1775784 - Intermittent dom/workers/test/browser_worker_use_counters.js | single tracking bug

Joel Maher ( :jmaher ) (UTC -8)

Reporter

Description

•

2 years ago

No description provided.

Joel Maher ( :jmaher ) (UTC -8)

Reporter

Comment 1

•

2 years ago

Additional information about this bug failures and frequency patterns can be found by running: ./mach test-info failure-report --bug 1775784

Jens Stutte [:jstutte]

Comment 2

•

2 years ago

Hi :jmaher, ./mach test-info failure-report --bug 1775842 gives me:

no failures were found for given bugid, please ensure bug is
accessible via: https://treeherder.mozilla.org/intermittent-failures

but https://treeherder.mozilla.org/intermittent-failures/bugdetails?startday=2022-06-16&endday=2022-06-23&tree=all&bug=1775842 shows there is some.

Please note the tree=all, with tree=trunk I get an empty list also there.
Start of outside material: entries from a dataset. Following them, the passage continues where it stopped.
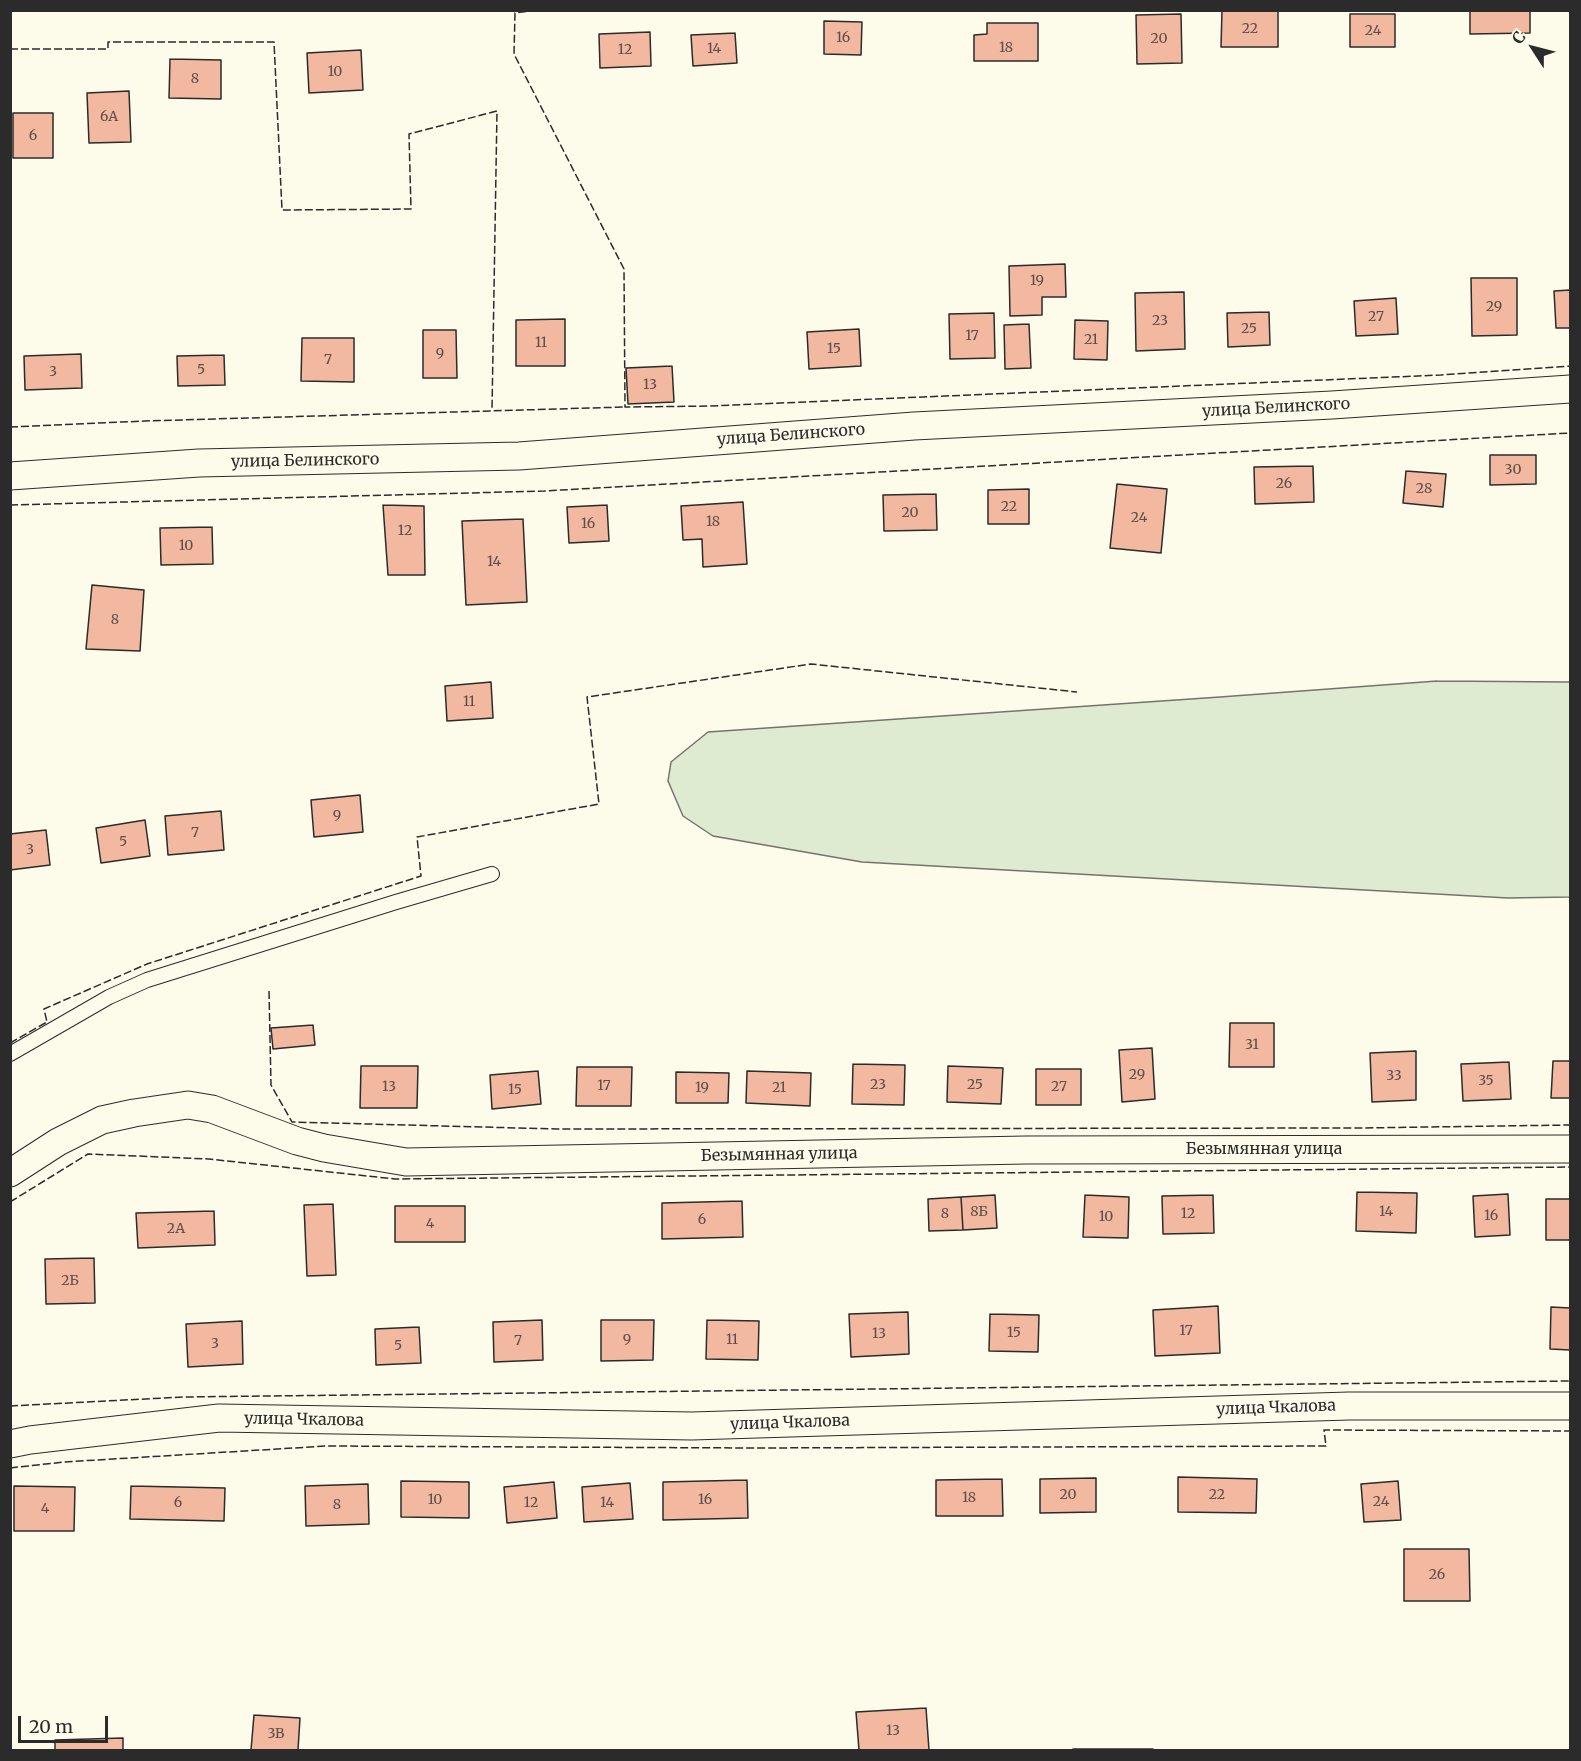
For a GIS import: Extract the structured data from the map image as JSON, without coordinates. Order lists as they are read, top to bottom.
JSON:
{
  "streets": {
    "street": ["улица Белинского", "Безымянная улица", "улица Чкалова"]
  },
  "house_numbers": [
    "22",
    "24",
    "16",
    "20",
    "18",
    "14",
    "12",
    "10",
    "8",
    "6А",
    "6",
    "19",
    "29",
    "27",
    "23",
    "25",
    "17",
    "21",
    "11",
    "15",
    "9",
    "7",
    "5",
    "3",
    "13",
    "30",
    "26",
    "28",
    "22",
    "20",
    "24",
    "18",
    "16",
    "12",
    "10",
    "14",
    "8",
    "11",
    "9",
    "7",
    "5",
    "3",
    "31",
    "29",
    "33",
    "35",
    "23",
    "25",
    "17",
    "13",
    "27",
    "19",
    "21",
    "15",
    "8Б",
    "14",
    "8",
    "12",
    "16",
    "10",
    "6",
    "4",
    "2А",
    "2Б",
    "17",
    "15",
    "13",
    "9",
    "11",
    "7",
    "3",
    "5",
    "20",
    "22",
    "18",
    "10",
    "16",
    "24",
    "6",
    "12",
    "14",
    "8",
    "4",
    "26",
    "13",
    "3В"
  ],
  "scale_bar": "20 m",
  "north": "top left"
}
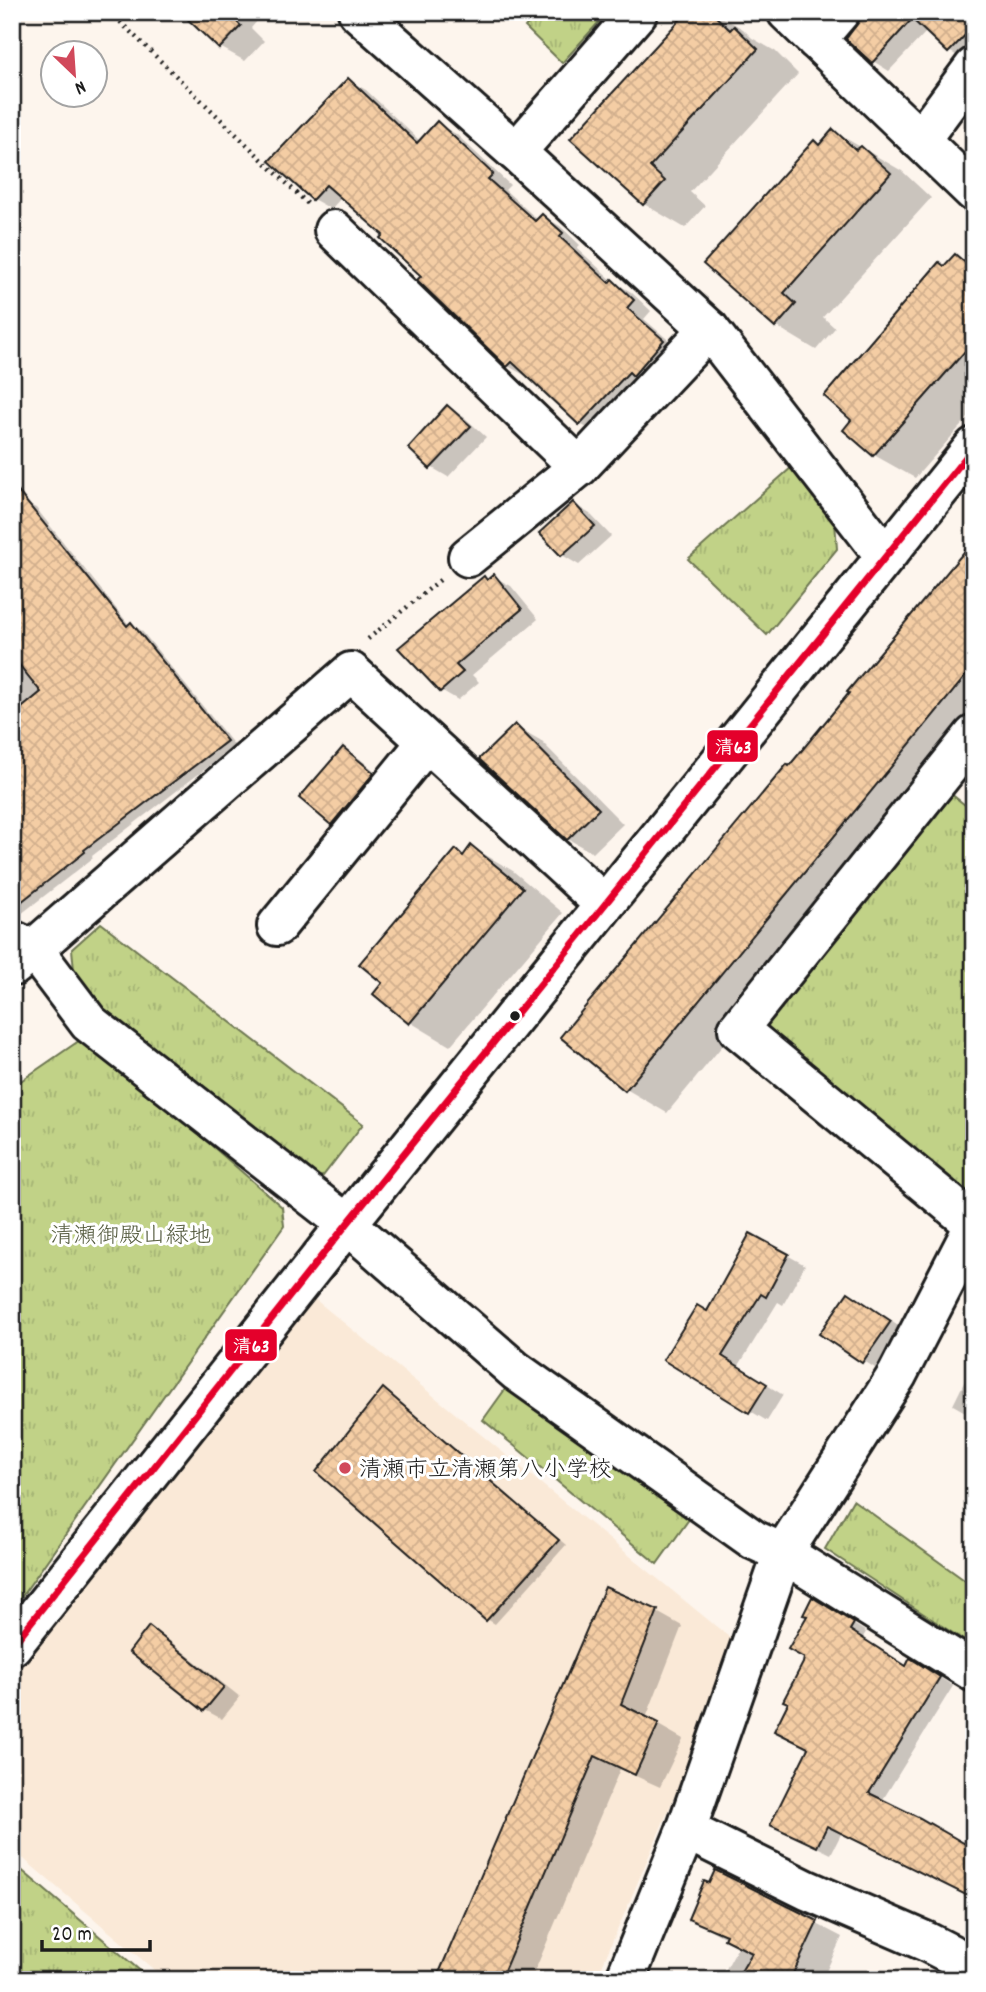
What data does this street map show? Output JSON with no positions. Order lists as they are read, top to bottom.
{
  "parks": ["清瀬御殿山緑地"],
  "places": ["清瀬市立清瀬第八小学校"],
  "lines": ["transit line 清63"],
  "scale_bar": "20 m",
  "north": "bottom right"
}
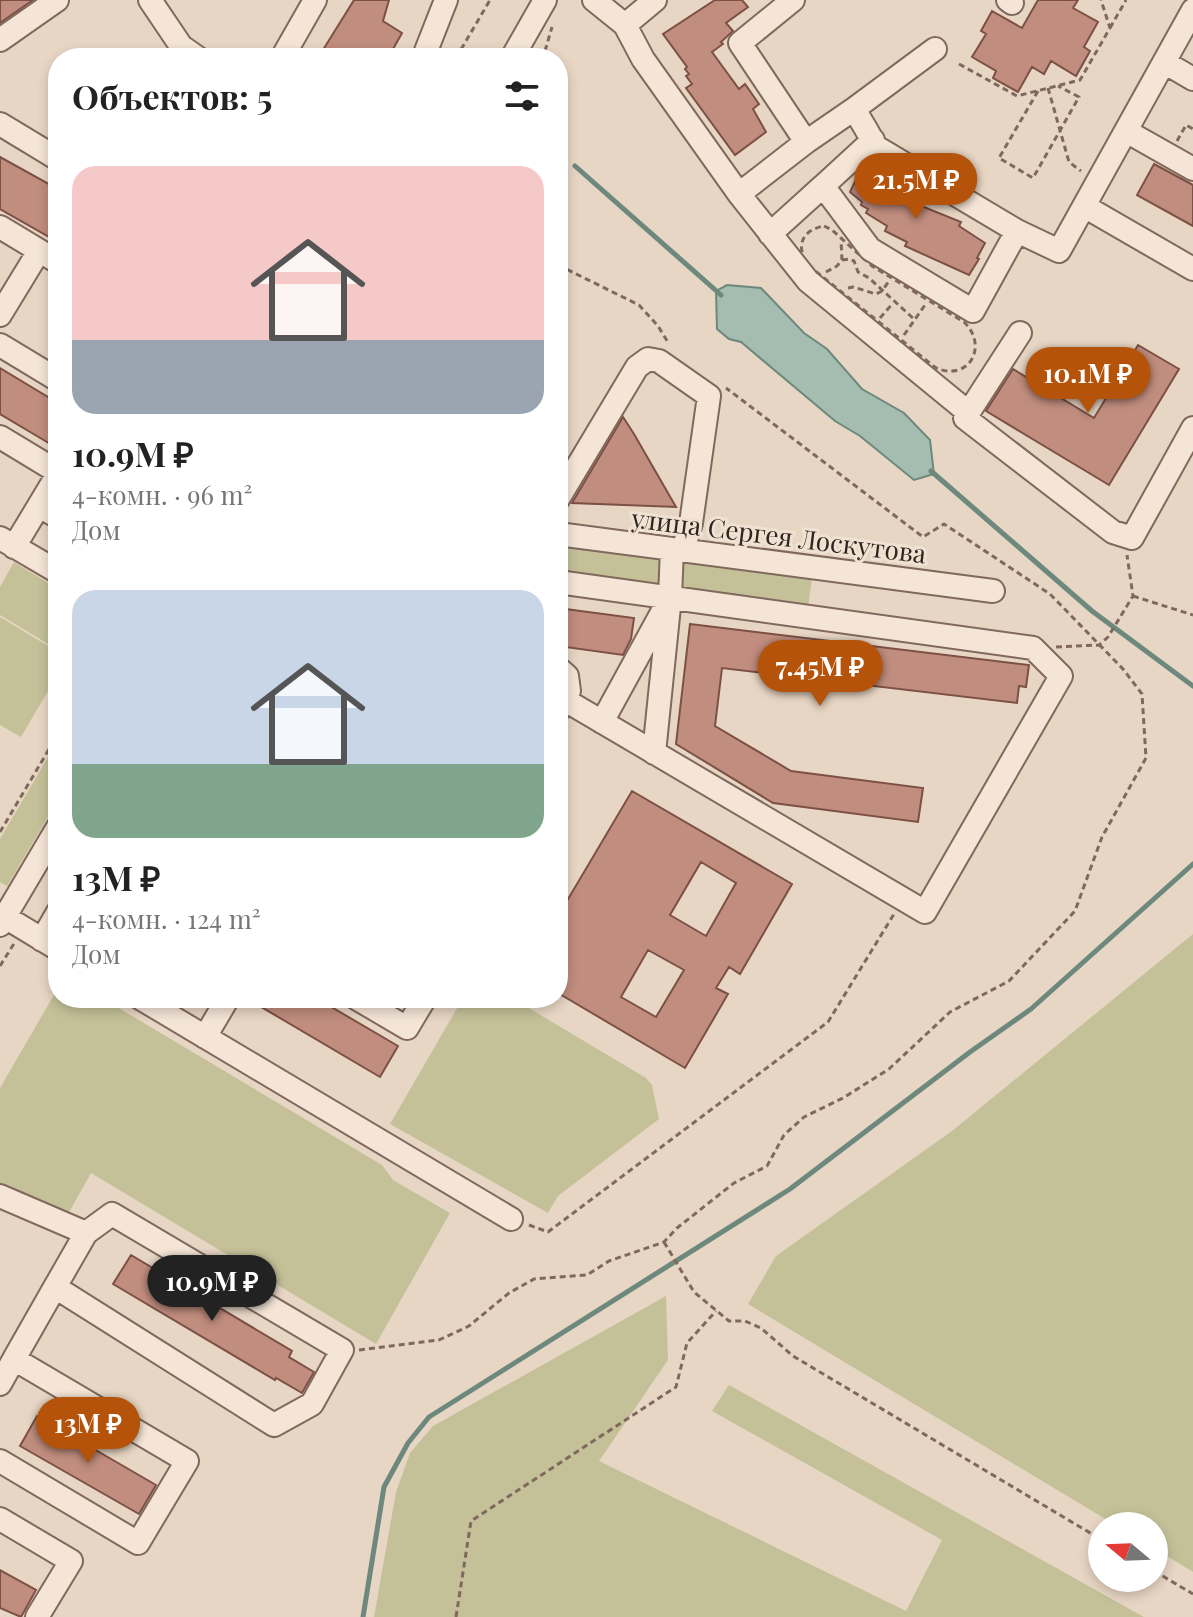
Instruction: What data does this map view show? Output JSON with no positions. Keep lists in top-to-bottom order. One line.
{"streets":{"street":["улица Сергея Лоскутова"]},"north":"left","page":{"heading":"Объектов: 5","list":[{"name":"10.9M ₽","note":"4-комн. · 96 m² · Дом"},{"name":"13M ₽","note":"4-комн. · 124 m² · Дом"}],"price":["21.5M ₽","10.1M ₽","7.45M ₽","10.9M ₽","13M ₽"]}}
Is this the intended behavior for ./mach test-info failure-report ?

Flags: needinfo?(jmaher)

Joel Maher ( :jmaher ) (UTC -8)

Reporter

Comment 3

•

2 years ago

this report will work once failures are associated with this new bug. the ./mach test-info ... command reports by default the last 30 days on trunk:
https://searchfox.org/mozilla-central/source/testing/mach_commands.py#996

Flags: needinfo?(jmaher)

Comment hidden (Intermittent Failures Robot)

Randell Jesup [:jesup] (needinfo me)

Updated

•

2 years ago

Severity: -- → S3

Comment hidden (Intermittent Failures Robot)

Andrew Sutherland [:asuth] (he/him)

Assignee

Updated

•

2 years ago

Assignee: nobody → bugmail

Status: NEW → ASSIGNED

Comment hidden (Intermittent Failures Robot)

Andrew Sutherland [:asuth] (he/him)

Assignee

Comment 18

•

2 years ago

tl;dr: Worker shutdown is happening at Canceling not Killing as far as the remote worker mechanism is concerned for the purposes of deciding when to stop keeping the process alive, which leads to a race between worker shutdown and the process being torn down, and this leads to the telemetry not being reported because the observer shutdown notification has already happened by the time the worker gets around to reporting its usage. By fixing this by moving the remote worker notification to the transition to Killing (via helper lambda passed into the WorkerPrivate constructor) we can also likely address another set of related races.

My longer key notes here from slack discussion:

So I understand that for things to work:

The worker has to reach the killing stage and report its use counters. (I guess we must do this for reasons related to lock contention? Arguably doing it once at worker shutdown does avoid a lot of pathological possibilities for multiple workers doing the exact same thing!)
The child has to send telemetry up to the parent. It will do this in "content-child-shutdown".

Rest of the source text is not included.